* PROBLEM REQUIREMENTS *
Your task is to reproduce exactly the lines that run from the beginning of the data through the line where "g.translate(x, y);" appears.

*** DATA RECORDS Section Begins ***

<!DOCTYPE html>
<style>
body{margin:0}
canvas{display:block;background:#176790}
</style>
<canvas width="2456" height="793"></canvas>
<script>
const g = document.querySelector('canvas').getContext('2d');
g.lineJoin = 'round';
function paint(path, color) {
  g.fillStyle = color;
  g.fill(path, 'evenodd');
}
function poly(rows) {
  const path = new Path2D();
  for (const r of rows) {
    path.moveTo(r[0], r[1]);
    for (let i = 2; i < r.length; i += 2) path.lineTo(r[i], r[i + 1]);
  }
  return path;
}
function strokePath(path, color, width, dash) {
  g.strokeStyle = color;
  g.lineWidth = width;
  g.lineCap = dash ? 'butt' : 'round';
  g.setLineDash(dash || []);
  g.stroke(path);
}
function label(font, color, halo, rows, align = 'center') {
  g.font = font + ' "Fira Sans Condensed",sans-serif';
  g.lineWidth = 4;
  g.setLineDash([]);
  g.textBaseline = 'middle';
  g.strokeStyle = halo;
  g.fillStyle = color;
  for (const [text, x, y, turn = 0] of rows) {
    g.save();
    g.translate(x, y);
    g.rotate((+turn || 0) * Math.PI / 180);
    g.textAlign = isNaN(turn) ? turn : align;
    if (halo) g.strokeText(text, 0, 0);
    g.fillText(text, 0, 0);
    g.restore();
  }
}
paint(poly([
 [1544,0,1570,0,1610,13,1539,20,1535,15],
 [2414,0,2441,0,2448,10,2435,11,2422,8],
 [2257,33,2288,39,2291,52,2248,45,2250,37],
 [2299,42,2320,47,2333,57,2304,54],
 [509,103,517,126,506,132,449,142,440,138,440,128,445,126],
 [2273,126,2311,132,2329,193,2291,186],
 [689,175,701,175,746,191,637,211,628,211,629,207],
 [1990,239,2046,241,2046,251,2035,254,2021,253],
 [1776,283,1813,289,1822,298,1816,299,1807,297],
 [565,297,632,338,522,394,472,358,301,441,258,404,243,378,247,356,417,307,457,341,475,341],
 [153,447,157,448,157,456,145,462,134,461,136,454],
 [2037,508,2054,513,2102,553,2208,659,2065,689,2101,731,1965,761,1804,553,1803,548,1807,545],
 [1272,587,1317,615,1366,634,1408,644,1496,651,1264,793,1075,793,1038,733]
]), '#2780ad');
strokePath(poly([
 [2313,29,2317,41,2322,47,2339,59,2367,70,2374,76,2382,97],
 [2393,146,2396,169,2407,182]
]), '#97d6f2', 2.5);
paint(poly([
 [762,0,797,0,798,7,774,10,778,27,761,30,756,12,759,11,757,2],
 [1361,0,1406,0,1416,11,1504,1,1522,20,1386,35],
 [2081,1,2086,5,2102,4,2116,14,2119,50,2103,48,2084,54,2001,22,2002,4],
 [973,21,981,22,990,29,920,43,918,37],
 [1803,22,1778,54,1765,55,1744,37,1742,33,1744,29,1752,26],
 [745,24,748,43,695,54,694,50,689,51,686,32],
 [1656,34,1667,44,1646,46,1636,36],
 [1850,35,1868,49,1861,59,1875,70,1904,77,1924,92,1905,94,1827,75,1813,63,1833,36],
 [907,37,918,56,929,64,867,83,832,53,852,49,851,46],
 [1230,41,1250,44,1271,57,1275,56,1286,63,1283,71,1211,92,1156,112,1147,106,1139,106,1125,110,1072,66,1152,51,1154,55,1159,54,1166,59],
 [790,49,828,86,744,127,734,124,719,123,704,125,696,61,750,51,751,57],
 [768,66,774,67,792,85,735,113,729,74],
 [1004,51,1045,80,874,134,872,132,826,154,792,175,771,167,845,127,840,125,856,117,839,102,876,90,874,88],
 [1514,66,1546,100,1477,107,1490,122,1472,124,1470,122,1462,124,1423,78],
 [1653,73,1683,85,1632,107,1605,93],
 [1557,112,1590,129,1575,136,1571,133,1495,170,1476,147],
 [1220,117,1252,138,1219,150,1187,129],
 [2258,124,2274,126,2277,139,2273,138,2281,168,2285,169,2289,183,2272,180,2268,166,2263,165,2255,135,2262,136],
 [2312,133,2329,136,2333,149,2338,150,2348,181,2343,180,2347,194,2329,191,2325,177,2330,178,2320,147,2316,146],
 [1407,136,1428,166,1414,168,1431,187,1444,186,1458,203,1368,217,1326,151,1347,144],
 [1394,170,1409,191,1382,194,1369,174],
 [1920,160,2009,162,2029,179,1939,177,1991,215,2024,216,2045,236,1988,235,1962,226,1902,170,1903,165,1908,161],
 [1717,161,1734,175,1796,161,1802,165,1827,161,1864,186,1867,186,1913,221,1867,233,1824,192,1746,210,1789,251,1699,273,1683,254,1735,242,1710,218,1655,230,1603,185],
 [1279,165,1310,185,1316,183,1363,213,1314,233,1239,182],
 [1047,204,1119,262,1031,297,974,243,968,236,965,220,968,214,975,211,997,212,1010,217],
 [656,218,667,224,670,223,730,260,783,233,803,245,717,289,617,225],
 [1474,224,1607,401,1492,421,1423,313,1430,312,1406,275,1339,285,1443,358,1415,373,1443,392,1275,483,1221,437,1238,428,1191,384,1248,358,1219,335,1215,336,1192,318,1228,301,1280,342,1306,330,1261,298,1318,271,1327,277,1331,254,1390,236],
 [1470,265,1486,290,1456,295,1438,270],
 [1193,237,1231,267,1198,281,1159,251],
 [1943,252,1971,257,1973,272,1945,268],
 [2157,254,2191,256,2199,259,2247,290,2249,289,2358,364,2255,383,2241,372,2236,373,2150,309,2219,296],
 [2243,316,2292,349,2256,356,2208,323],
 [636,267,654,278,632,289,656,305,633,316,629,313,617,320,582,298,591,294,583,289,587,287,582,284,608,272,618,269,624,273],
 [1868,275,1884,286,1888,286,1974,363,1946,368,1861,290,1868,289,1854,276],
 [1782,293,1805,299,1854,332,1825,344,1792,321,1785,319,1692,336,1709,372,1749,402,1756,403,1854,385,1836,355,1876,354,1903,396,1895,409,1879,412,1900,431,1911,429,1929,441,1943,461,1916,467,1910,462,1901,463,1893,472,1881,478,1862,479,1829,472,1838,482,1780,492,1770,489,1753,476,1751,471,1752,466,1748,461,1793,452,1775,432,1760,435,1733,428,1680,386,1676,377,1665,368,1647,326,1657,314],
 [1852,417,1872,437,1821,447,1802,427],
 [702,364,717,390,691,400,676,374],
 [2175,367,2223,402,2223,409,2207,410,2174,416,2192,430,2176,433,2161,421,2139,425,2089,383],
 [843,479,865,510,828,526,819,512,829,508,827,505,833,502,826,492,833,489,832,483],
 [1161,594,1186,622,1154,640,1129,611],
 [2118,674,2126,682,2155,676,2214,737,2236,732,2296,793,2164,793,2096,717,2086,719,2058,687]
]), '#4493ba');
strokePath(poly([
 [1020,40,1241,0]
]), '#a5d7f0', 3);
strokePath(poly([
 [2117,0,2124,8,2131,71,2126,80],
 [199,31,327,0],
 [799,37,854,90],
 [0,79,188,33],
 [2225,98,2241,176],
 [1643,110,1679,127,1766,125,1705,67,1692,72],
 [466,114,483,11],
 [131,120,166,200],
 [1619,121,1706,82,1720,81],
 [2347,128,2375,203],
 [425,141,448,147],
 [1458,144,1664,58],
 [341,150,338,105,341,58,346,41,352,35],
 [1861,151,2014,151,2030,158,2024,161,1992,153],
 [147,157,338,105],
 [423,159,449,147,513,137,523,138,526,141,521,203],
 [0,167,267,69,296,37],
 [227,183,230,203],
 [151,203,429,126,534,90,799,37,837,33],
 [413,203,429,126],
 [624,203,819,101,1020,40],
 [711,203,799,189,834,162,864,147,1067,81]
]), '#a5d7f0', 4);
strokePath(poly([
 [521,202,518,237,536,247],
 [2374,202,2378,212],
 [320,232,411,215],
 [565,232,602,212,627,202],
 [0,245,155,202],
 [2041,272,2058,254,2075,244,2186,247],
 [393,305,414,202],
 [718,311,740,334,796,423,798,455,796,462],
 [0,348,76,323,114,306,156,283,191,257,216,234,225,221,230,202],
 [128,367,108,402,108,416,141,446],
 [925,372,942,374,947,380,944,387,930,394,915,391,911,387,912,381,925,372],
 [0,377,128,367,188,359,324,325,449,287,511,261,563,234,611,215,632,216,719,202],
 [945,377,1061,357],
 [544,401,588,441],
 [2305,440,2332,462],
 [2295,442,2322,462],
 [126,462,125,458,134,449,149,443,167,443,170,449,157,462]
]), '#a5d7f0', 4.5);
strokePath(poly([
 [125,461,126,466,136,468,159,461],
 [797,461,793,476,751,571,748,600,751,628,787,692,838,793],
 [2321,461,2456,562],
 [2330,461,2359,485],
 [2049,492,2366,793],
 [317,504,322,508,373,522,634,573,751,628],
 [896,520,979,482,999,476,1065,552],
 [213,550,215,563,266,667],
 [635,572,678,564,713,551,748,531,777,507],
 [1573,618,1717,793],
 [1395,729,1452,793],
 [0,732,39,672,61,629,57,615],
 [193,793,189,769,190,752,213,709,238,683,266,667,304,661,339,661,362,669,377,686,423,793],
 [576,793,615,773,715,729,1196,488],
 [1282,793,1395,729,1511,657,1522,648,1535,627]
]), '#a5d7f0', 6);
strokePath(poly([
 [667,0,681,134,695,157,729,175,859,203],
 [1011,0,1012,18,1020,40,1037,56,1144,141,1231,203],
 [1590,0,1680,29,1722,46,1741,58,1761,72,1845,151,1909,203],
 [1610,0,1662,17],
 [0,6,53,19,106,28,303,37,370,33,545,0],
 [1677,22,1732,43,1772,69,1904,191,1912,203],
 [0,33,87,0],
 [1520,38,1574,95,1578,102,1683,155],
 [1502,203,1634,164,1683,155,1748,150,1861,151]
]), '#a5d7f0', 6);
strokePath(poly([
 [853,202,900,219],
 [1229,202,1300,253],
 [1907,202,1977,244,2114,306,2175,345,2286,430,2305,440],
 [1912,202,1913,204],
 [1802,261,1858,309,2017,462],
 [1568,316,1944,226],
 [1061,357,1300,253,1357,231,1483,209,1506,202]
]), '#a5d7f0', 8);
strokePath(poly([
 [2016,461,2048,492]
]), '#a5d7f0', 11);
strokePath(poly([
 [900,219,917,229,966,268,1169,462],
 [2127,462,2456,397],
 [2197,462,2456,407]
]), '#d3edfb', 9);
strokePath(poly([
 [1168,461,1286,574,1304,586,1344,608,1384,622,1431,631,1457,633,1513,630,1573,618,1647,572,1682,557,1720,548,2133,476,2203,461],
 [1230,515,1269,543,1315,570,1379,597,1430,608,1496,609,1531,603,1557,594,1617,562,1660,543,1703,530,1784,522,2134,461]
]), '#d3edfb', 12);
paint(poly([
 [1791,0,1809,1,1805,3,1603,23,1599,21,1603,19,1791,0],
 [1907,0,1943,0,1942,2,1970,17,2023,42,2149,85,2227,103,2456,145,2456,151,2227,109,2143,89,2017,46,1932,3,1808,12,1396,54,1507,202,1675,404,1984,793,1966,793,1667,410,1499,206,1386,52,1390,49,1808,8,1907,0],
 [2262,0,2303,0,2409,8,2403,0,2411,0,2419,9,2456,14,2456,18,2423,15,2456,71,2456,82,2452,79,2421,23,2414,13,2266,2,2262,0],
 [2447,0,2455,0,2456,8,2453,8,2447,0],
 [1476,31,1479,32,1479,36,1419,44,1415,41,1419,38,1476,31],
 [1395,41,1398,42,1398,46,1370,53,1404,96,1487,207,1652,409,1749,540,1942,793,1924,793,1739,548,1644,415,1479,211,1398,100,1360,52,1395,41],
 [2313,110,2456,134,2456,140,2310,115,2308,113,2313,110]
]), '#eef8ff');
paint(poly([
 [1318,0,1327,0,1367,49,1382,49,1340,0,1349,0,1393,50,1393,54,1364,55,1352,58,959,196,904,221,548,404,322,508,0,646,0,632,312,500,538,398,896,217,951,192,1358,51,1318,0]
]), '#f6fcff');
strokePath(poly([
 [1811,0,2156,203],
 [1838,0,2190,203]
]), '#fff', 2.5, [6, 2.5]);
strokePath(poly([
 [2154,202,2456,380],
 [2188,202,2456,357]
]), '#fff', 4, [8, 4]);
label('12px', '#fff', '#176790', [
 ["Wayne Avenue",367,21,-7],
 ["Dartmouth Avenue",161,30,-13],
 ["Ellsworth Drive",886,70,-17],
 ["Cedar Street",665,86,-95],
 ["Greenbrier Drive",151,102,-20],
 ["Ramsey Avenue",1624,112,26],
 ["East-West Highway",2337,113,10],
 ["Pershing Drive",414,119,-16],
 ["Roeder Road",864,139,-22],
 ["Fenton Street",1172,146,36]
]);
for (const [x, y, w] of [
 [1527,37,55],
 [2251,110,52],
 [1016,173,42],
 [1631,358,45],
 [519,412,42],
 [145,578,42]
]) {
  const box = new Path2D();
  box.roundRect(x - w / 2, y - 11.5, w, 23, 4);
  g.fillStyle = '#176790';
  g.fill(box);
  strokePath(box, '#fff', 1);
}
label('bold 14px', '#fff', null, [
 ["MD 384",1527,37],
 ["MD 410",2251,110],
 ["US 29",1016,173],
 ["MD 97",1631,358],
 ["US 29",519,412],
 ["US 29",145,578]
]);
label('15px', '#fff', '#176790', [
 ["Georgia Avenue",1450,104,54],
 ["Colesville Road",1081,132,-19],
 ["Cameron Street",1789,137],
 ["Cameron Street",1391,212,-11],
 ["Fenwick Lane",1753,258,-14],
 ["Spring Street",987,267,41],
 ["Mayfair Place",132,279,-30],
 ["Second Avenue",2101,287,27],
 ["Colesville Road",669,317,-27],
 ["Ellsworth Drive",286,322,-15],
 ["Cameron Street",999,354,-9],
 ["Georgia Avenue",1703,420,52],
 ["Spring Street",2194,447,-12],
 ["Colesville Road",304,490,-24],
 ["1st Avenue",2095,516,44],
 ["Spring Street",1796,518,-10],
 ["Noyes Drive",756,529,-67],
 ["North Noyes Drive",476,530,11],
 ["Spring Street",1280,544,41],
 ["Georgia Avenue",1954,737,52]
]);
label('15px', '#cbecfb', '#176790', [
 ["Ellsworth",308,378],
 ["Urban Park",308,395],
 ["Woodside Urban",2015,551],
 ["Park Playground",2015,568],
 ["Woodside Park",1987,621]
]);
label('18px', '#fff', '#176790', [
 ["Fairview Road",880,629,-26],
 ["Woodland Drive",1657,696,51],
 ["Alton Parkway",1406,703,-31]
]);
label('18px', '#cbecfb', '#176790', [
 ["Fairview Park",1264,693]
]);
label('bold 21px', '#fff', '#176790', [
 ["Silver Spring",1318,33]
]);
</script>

*** DATA RECORDS Section Ends ***

* RESULT *
<!DOCTYPE html>
<style>
body{margin:0}
canvas{display:block;background:#176790}
</style>
<canvas width="2456" height="793"></canvas>
<script>
const g = document.querySelector('canvas').getContext('2d');
g.lineJoin = 'round';
function paint(path, color) {
  g.fillStyle = color;
  g.fill(path, 'evenodd');
}
function poly(rows) {
  const path = new Path2D();
  for (const r of rows) {
    path.moveTo(r[0], r[1]);
    for (let i = 2; i < r.length; i += 2) path.lineTo(r[i], r[i + 1]);
  }
  return path;
}
function strokePath(path, color, width, dash) {
  g.strokeStyle = color;
  g.lineWidth = width;
  g.lineCap = dash ? 'butt' : 'round';
  g.setLineDash(dash || []);
  g.stroke(path);
}
function label(font, color, halo, rows, align = 'center') {
  g.font = font + ' "Fira Sans Condensed",sans-serif';
  g.lineWidth = 4;
  g.setLineDash([]);
  g.textBaseline = 'middle';
  g.strokeStyle = halo;
  g.fillStyle = color;
  for (const [text, x, y, turn = 0] of rows) {
    g.save();
    g.translate(x, y);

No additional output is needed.